- [DATA FOR THE TASK]
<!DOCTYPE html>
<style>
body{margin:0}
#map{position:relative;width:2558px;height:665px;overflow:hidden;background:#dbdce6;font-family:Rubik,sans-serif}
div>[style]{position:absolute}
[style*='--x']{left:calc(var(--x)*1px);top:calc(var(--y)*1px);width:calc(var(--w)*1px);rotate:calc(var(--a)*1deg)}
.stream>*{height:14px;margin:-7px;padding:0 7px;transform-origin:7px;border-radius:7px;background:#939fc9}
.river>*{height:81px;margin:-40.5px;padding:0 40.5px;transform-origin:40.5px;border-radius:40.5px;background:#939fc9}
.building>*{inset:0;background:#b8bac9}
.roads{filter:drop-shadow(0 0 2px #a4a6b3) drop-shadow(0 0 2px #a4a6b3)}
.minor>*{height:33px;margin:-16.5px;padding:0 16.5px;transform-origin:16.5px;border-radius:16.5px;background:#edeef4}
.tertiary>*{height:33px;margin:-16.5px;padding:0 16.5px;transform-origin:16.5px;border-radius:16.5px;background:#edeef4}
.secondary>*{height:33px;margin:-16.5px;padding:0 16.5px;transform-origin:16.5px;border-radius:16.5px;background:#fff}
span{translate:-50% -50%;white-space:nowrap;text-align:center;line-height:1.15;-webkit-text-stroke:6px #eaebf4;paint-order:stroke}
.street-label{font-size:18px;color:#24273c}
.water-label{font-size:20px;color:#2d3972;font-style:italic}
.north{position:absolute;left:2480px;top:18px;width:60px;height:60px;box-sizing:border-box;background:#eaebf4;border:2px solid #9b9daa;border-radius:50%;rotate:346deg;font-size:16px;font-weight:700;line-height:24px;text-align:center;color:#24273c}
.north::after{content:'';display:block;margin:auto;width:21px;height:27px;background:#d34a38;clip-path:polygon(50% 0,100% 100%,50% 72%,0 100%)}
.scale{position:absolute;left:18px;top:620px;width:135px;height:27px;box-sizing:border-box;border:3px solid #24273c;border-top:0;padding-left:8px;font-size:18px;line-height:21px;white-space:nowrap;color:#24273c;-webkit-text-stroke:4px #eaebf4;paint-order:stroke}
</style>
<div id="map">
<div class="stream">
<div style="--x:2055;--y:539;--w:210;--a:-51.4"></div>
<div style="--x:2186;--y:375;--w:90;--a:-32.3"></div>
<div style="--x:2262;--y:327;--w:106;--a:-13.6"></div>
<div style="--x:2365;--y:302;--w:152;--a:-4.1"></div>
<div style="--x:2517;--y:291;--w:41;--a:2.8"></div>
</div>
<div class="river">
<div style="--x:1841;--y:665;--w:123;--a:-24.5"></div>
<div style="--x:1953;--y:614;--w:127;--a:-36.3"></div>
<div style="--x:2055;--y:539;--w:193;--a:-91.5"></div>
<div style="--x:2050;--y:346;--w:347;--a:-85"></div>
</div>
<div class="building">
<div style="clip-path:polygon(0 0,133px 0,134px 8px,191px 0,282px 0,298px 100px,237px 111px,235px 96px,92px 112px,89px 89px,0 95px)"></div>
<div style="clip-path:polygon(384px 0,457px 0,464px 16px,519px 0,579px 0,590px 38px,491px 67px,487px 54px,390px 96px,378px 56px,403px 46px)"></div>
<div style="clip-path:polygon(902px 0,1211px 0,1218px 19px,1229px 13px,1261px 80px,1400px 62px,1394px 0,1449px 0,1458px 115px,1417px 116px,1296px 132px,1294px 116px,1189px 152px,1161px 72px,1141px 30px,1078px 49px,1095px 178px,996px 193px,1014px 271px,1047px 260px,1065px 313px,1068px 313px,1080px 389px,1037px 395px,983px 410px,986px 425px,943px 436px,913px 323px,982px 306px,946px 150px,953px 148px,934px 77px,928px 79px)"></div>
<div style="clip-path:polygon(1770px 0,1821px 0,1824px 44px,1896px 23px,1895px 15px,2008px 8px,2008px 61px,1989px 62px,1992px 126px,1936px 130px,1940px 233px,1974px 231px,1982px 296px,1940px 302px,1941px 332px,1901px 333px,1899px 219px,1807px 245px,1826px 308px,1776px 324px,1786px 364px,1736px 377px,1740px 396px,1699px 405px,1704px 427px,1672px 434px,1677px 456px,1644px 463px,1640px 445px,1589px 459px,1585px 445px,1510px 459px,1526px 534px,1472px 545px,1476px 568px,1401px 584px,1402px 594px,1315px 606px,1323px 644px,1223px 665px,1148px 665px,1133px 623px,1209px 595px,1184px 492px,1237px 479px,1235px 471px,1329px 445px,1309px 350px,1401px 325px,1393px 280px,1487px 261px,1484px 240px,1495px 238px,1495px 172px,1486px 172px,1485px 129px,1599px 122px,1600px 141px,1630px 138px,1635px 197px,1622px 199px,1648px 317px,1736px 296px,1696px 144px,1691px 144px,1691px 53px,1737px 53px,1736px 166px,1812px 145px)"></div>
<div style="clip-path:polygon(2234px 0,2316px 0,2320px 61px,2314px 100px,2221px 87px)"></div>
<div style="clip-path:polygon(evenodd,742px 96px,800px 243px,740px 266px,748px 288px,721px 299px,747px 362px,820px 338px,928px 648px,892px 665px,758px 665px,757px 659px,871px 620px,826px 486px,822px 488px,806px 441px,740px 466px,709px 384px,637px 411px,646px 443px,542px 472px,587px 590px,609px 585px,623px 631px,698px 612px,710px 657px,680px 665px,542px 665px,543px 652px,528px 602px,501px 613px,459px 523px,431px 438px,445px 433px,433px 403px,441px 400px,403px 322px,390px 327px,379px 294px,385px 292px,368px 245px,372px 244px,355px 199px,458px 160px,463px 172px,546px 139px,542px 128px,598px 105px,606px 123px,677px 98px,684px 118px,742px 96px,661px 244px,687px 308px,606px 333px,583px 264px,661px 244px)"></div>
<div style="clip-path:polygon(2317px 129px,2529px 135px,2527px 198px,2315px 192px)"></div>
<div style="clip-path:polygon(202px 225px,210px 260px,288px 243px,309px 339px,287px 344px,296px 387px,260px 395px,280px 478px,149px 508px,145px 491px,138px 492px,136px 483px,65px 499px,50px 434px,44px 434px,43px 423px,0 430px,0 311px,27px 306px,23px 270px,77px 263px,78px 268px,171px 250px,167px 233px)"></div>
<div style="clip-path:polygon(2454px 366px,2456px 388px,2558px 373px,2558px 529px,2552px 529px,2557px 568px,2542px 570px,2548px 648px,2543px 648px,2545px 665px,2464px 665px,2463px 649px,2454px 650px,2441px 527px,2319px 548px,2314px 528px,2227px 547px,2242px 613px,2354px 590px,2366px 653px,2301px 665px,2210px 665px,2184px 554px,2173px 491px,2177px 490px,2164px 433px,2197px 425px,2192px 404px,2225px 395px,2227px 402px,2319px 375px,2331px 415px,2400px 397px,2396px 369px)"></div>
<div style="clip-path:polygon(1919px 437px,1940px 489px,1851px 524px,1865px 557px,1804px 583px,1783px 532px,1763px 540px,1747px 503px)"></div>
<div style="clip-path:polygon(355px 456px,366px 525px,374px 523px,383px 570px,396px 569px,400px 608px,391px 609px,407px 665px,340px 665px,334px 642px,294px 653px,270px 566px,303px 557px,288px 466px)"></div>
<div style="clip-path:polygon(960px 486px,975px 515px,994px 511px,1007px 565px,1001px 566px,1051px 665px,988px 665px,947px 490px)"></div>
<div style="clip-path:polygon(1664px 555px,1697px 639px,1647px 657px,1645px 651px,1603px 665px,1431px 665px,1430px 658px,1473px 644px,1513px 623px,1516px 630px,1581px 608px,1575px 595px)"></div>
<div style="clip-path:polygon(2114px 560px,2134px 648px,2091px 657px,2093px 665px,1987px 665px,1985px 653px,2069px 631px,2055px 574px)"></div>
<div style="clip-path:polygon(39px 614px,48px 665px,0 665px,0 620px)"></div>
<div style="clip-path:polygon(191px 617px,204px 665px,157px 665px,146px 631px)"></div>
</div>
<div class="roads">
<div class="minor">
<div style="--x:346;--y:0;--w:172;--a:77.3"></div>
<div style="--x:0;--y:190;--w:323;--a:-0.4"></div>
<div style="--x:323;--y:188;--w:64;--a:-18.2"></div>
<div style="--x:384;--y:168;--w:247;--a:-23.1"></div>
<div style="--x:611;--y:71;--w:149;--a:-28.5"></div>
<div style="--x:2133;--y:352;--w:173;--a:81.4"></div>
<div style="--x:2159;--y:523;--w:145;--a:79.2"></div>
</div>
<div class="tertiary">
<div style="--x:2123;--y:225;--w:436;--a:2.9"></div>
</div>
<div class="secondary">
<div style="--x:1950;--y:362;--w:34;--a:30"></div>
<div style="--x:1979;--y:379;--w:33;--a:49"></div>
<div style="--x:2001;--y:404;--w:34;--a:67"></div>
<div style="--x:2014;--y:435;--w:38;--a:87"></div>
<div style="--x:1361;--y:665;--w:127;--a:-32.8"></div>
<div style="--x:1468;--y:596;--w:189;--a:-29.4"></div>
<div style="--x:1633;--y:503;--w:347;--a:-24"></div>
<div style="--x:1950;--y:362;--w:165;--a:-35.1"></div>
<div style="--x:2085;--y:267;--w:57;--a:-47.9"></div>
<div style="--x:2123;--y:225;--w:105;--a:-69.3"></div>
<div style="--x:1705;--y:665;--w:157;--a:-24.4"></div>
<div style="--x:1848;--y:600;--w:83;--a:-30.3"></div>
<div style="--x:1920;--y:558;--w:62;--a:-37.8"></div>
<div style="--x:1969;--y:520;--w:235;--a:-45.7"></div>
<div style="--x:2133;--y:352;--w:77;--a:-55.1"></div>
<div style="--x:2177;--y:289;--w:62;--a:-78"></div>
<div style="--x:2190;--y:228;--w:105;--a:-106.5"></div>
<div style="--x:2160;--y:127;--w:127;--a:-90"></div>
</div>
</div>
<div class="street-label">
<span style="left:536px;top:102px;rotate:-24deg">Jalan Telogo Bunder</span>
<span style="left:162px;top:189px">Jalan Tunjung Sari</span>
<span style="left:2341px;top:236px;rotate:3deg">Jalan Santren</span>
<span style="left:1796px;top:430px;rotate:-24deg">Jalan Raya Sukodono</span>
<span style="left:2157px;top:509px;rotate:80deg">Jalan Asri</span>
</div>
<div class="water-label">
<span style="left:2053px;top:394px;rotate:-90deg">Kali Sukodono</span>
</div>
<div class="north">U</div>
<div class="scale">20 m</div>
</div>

- [WORK REQUIRED]
Return only the lines between the one holding "0,133px 0,134px 8px,191px" and the one holding "0,457px 0,464px 16px,519px", inclusive, exactly as they appear above.

- [ANSWER TO THIS TASK]
<div style="clip-path:polygon(0 0,133px 0,134px 8px,191px 0,282px 0,298px 100px,237px 111px,235px 96px,92px 112px,89px 89px,0 95px)"></div>
<div style="clip-path:polygon(384px 0,457px 0,464px 16px,519px 0,579px 0,590px 38px,491px 67px,487px 54px,390px 96px,378px 56px,403px 46px)"></div>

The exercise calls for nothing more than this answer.